Records from a collection:

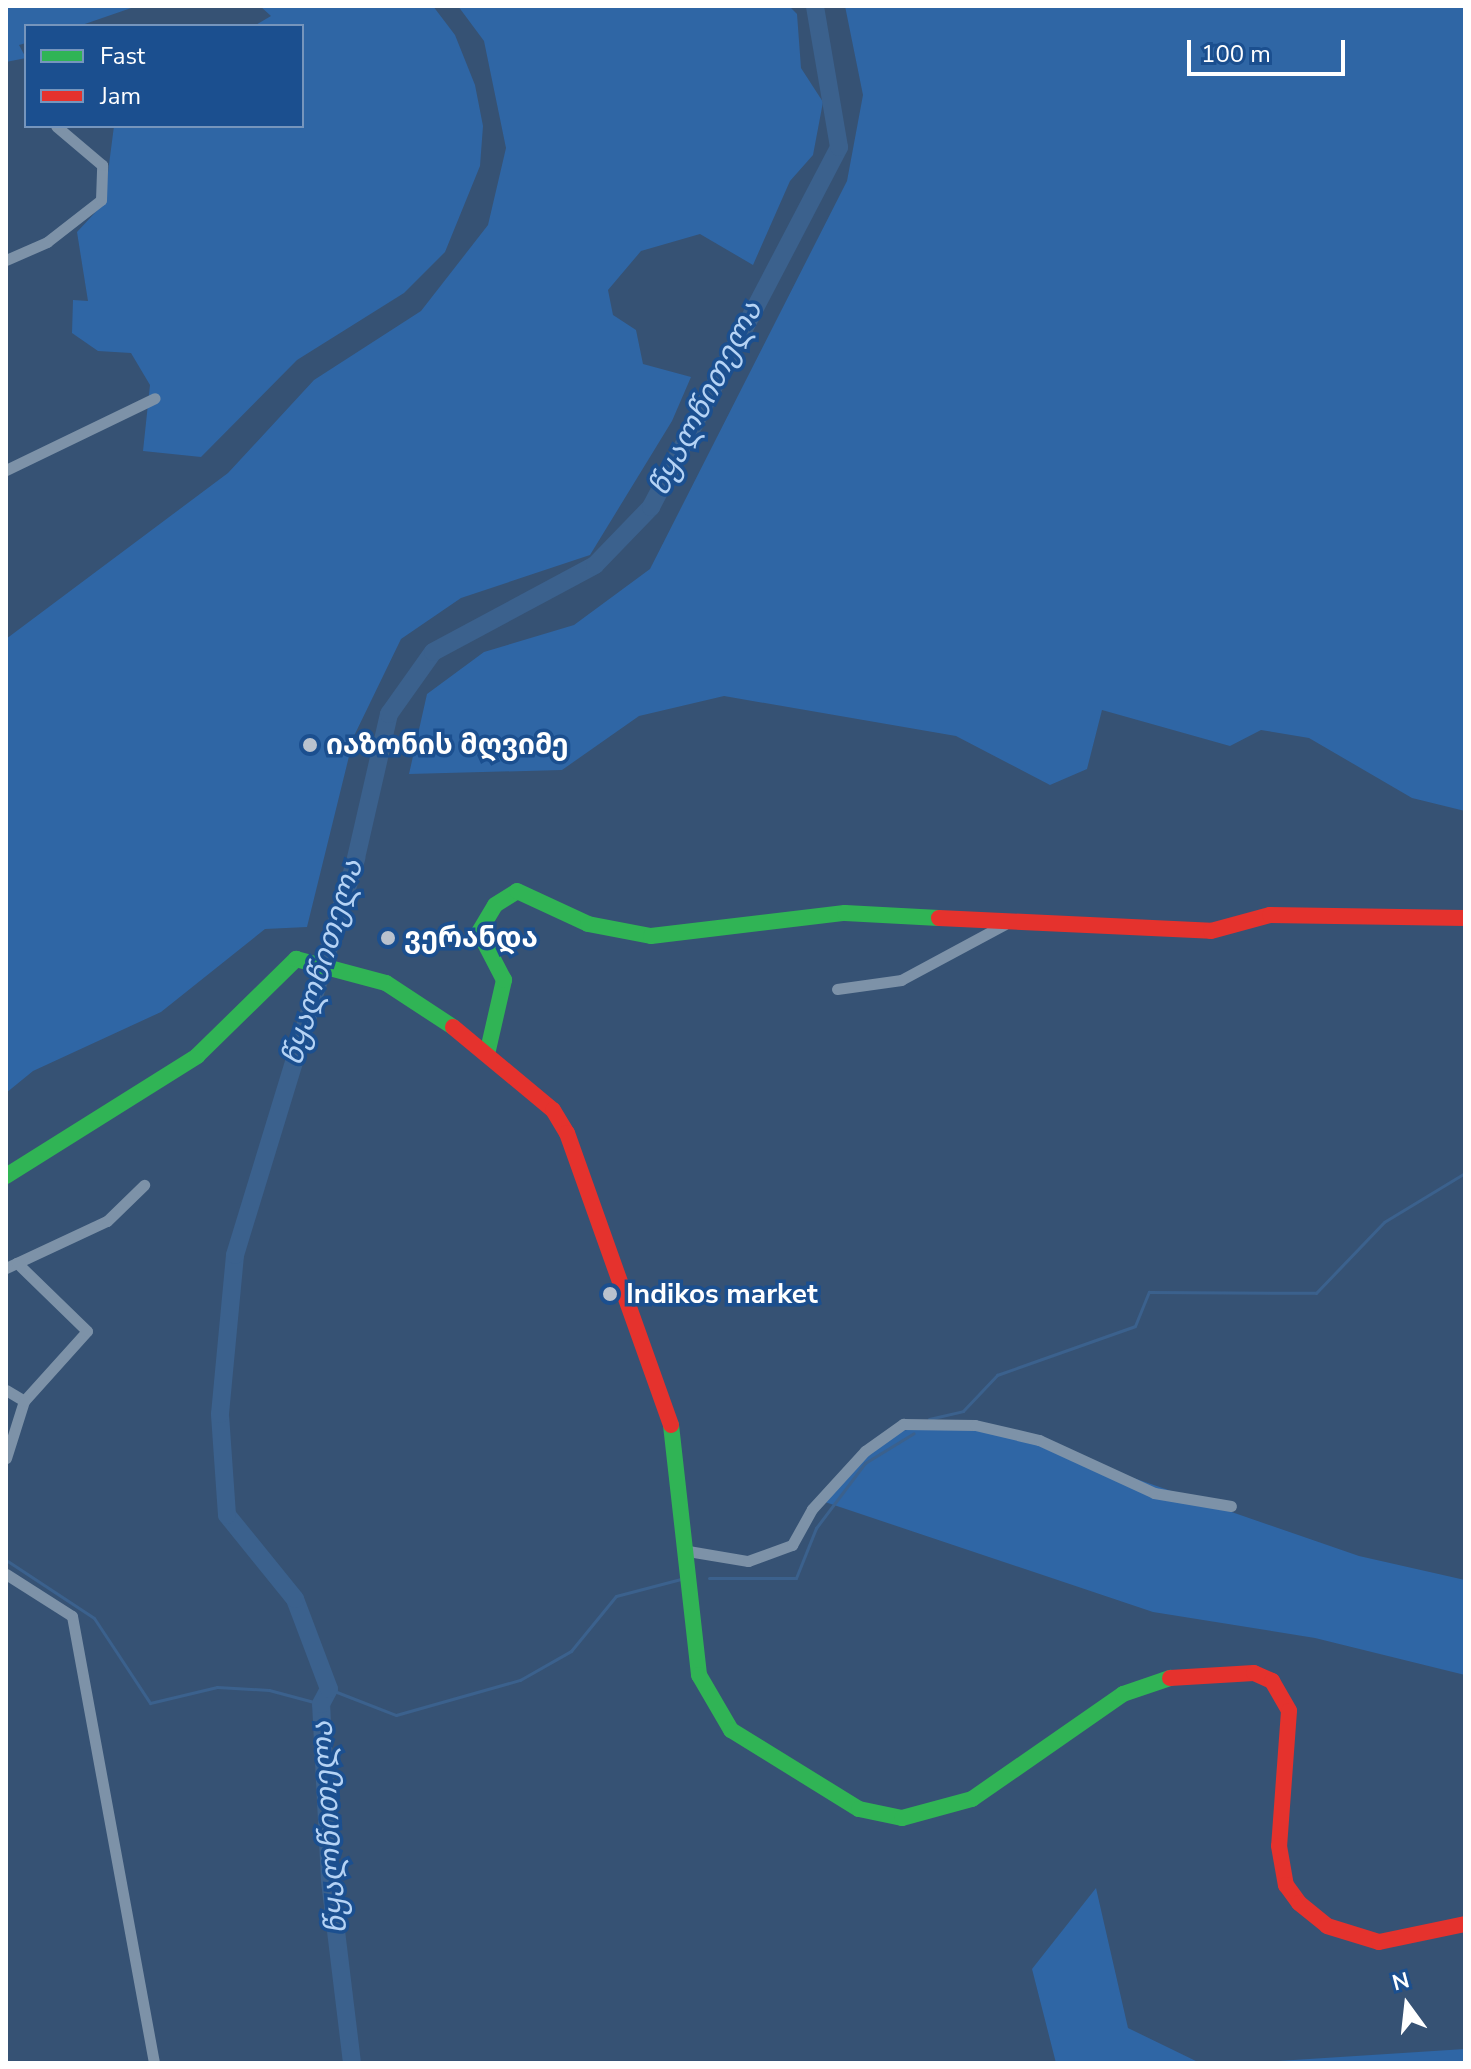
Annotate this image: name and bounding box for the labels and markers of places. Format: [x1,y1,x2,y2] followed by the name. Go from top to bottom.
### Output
[326,728,569,762] place label: იაზონის მღვიმე
[301,736,319,754] marker: იაზონის მღვიმე
[404,921,538,955] place label: ვერანდა
[379,929,397,947] marker: ვერანდა
[626,1277,818,1311] place label: Indikos market
[601,1285,619,1303] marker: Indikos market

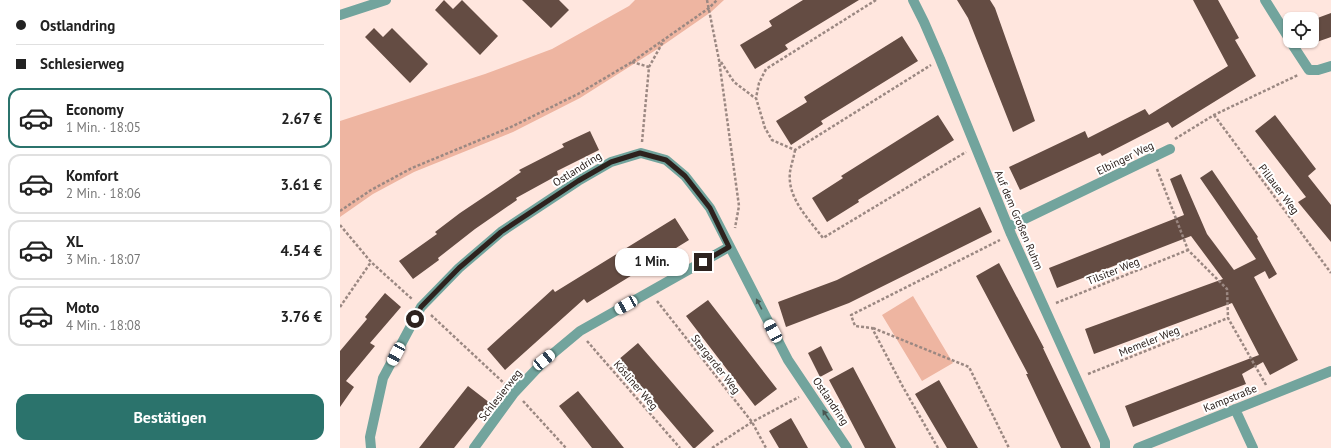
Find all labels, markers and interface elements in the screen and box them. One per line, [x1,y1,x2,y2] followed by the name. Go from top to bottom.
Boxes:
[1283,12,1319,48] map controls
[1283,12,1319,48] button: locate
[40,16,115,35] text: Ostlandring
[40,54,124,73] text: Schlesierweg
[18,100,54,136] icon: car
[66,100,124,119] text: Economy
[281,109,322,128] text: 2.67 €
[66,119,141,136] text: 1 Min. · 18:05
[1094,138,1156,178] street label: Elbinger Weg
[550,148,604,190] street label: Ostlandring
[1256,161,1302,217] street label: Pillauer Weg
[18,166,54,202] icon: car
[66,166,118,185] text: Komfort
[992,168,1046,272] street label: Auf dem Großen Ruhm
[280,175,322,194] text: 3.61 €
[66,185,141,202] text: 2 Min. · 18:06
[18,232,54,268] icon: car
[66,232,83,251] text: XL
[280,241,322,260] text: 4.54 €
[615,248,689,276] callout: 1 Min.
[66,251,141,268] text: 3 Min. · 18:07
[635,253,669,270] text: 1 Min.
[694,253,712,271] route end
[1085,254,1141,288] street label: Tilsiter Weg
[613,294,639,316] car
[18,298,54,334] icon: car
[66,298,99,317] text: Moto
[756,298,762,310] one-way arrow
[280,307,322,326] text: 3.76 €
[406,310,424,328] route start
[66,317,141,334] text: 4 Min. · 18:08
[762,318,784,344] car
[1117,322,1181,359] street label: Memeler Weg
[688,331,744,397] street label: Stargarder Weg
[385,341,407,367] car
[531,348,557,372] car
[611,357,661,413] street label: Kösliner Weg
[475,366,525,424] street label: Schlesierweg
[810,374,852,428] street label: Ostlandring
[1201,381,1259,415] street label: Kampstraße
[16,394,324,440] button: Bestätigen
[822,410,830,420] one-way arrow

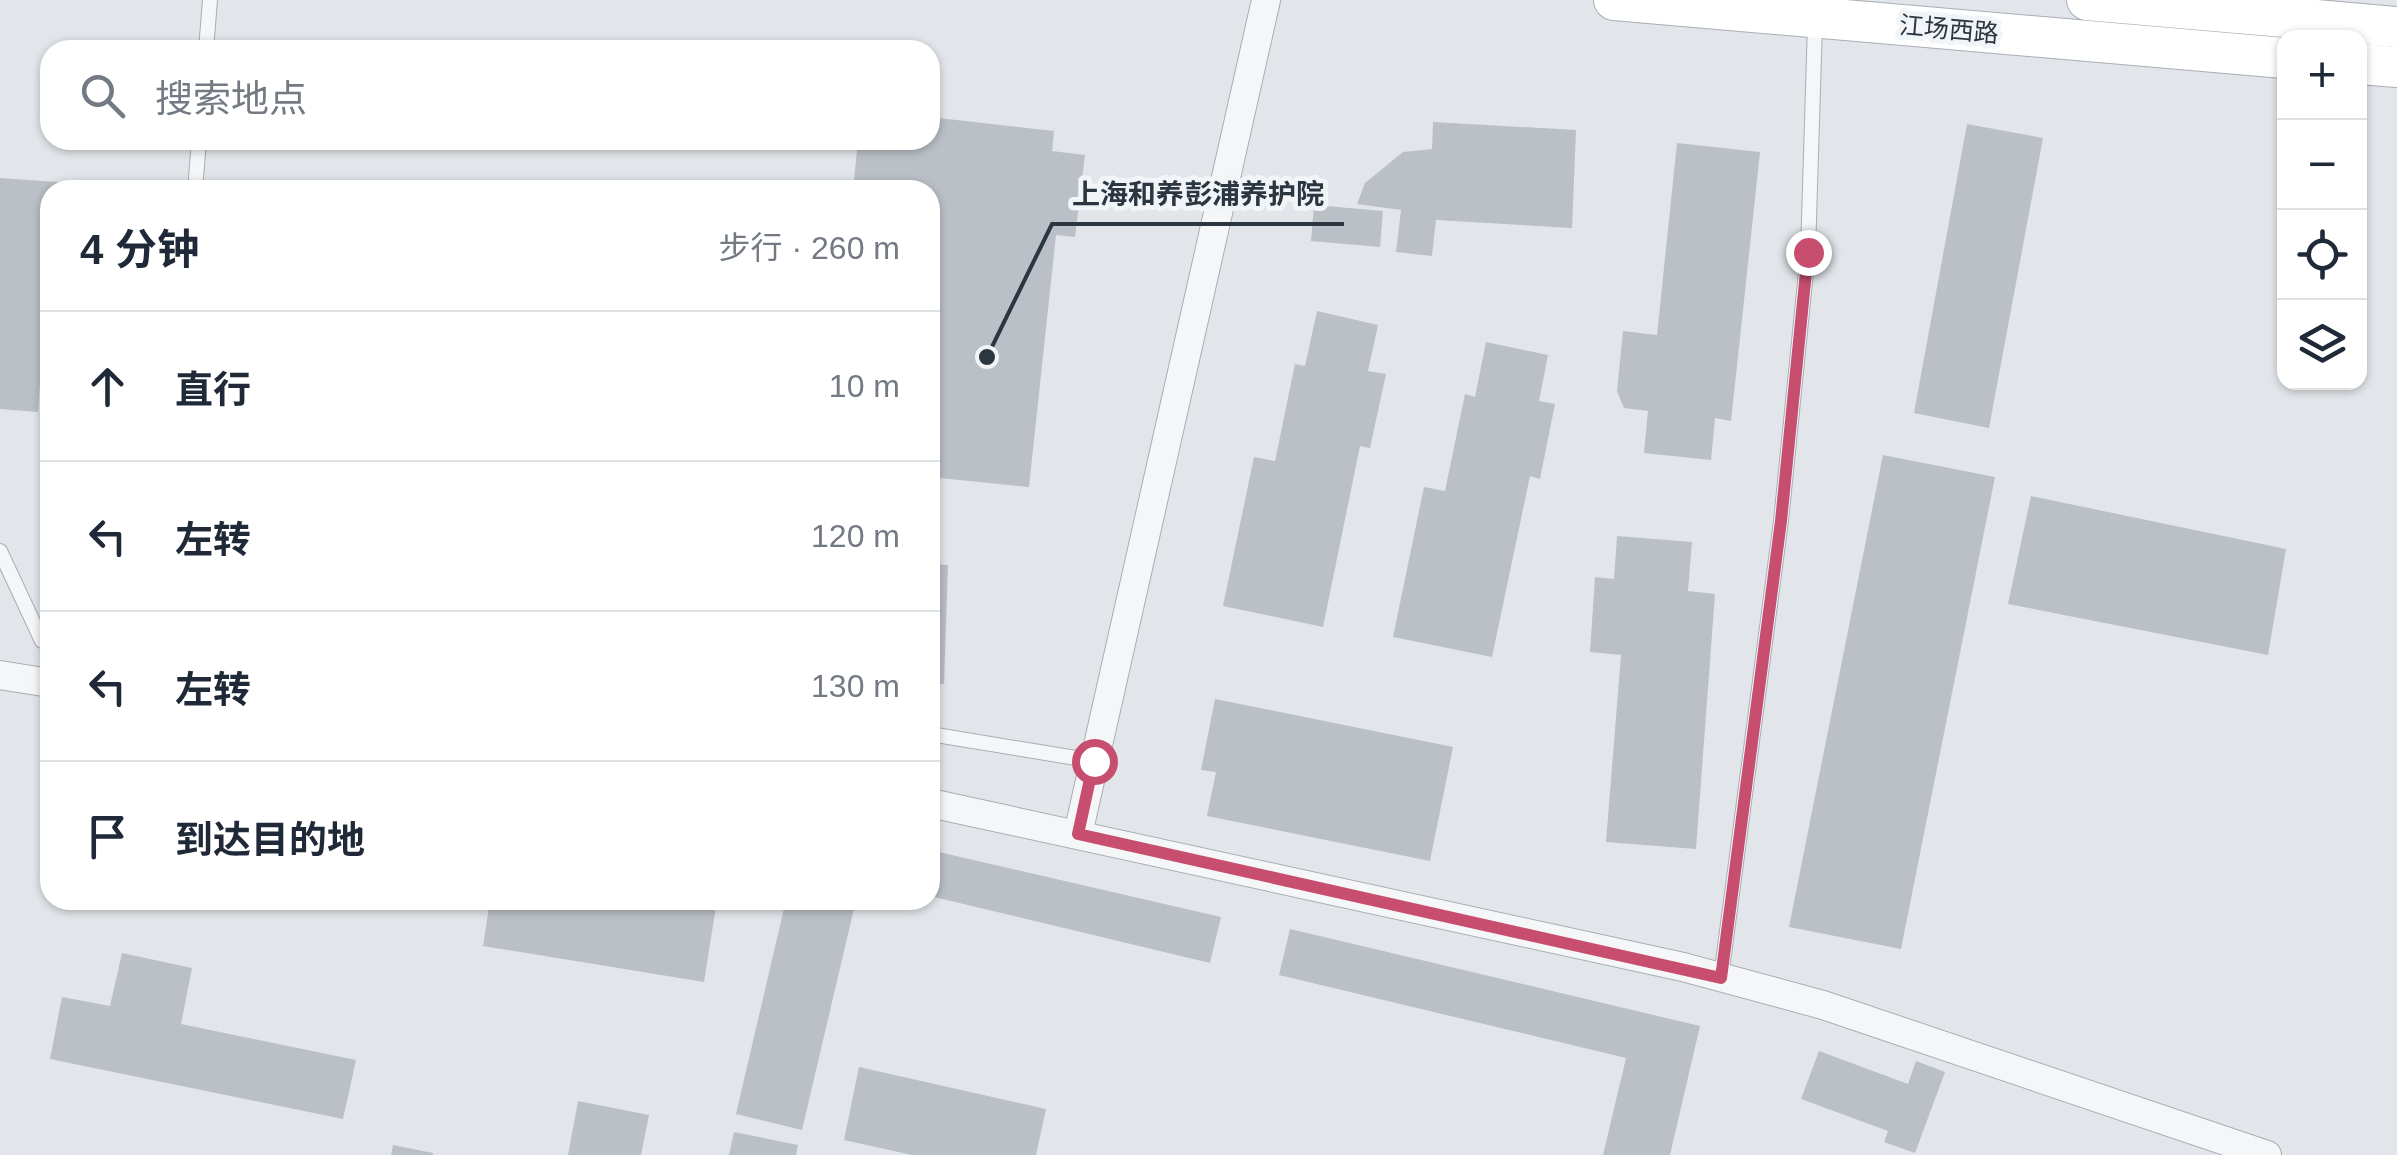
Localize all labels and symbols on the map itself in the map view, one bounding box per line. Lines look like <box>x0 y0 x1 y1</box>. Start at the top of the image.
street label: 江场西路 <box>1898 11 2000 47</box>
callout: 上海和养彭浦养护院 <box>1052 166 1344 224</box>
text: 上海和养彭浦养护院 <box>1072 179 1324 210</box>
route end <box>1786 230 1832 276</box>
route start <box>1072 739 1118 785</box>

— Required work —
Print the records word for word and exclude any picture they hold.

— Answer to the exercise —
Annotate this image: name and bounding box for the labels and markers of places. Format: [x1,y1,x2,y2] followed by the name. Go from top to bottom.
### Output
[326,728,569,762] place label: იაზონის მღვიმე
[301,736,319,754] marker: იაზონის მღვიმე
[404,921,538,955] place label: ვერანდა
[379,929,397,947] marker: ვერანდა
[626,1277,818,1311] place label: Indikos market
[601,1285,619,1303] marker: Indikos market

Find all labels, markers and interface elements in the screen and box them. One per line, [x1,y1,x2,y2] followed by the name. Go from top to bottom.
Boxes:
[1283,12,1319,48] map controls
[1283,12,1319,48] button: locate
[40,16,115,35] text: Ostlandring
[40,54,124,73] text: Schlesierweg
[18,100,54,136] icon: car
[66,100,124,119] text: Economy
[281,109,322,128] text: 2.67 €
[66,119,141,136] text: 1 Min. · 18:05
[1094,138,1156,178] street label: Elbinger Weg
[550,148,604,190] street label: Ostlandring
[1256,161,1302,217] street label: Pillauer Weg
[18,166,54,202] icon: car
[66,166,118,185] text: Komfort
[992,168,1046,272] street label: Auf dem Großen Ruhm
[280,175,322,194] text: 3.61 €
[66,185,141,202] text: 2 Min. · 18:06
[18,232,54,268] icon: car
[66,232,83,251] text: XL
[280,241,322,260] text: 4.54 €
[615,248,689,276] callout: 1 Min.
[66,251,141,268] text: 3 Min. · 18:07
[635,253,669,270] text: 1 Min.
[694,253,712,271] route end
[1085,254,1141,288] street label: Tilsiter Weg
[613,294,639,316] car
[18,298,54,334] icon: car
[66,298,99,317] text: Moto
[756,298,762,310] one-way arrow
[280,307,322,326] text: 3.76 €
[406,310,424,328] route start
[66,317,141,334] text: 4 Min. · 18:08
[762,318,784,344] car
[1117,322,1181,359] street label: Memeler Weg
[688,331,744,397] street label: Stargarder Weg
[385,341,407,367] car
[531,348,557,372] car
[611,357,661,413] street label: Kösliner Weg
[475,366,525,424] street label: Schlesierweg
[810,374,852,428] street label: Ostlandring
[1201,381,1259,415] street label: Kampstraße
[16,394,324,440] button: Bestätigen
[822,410,830,420] one-way arrow

Localize all labels and symbols on the map itself in the map view, one bounding box per line. Lines look like <box>x0 y0 x1 y1</box>. Start at the top of the image.
street label: 江场西路 <box>1898 11 2000 47</box>
callout: 上海和养彭浦养护院 <box>1052 166 1344 224</box>
text: 上海和养彭浦养护院 <box>1072 179 1324 210</box>
route end <box>1786 230 1832 276</box>
route start <box>1072 739 1118 785</box>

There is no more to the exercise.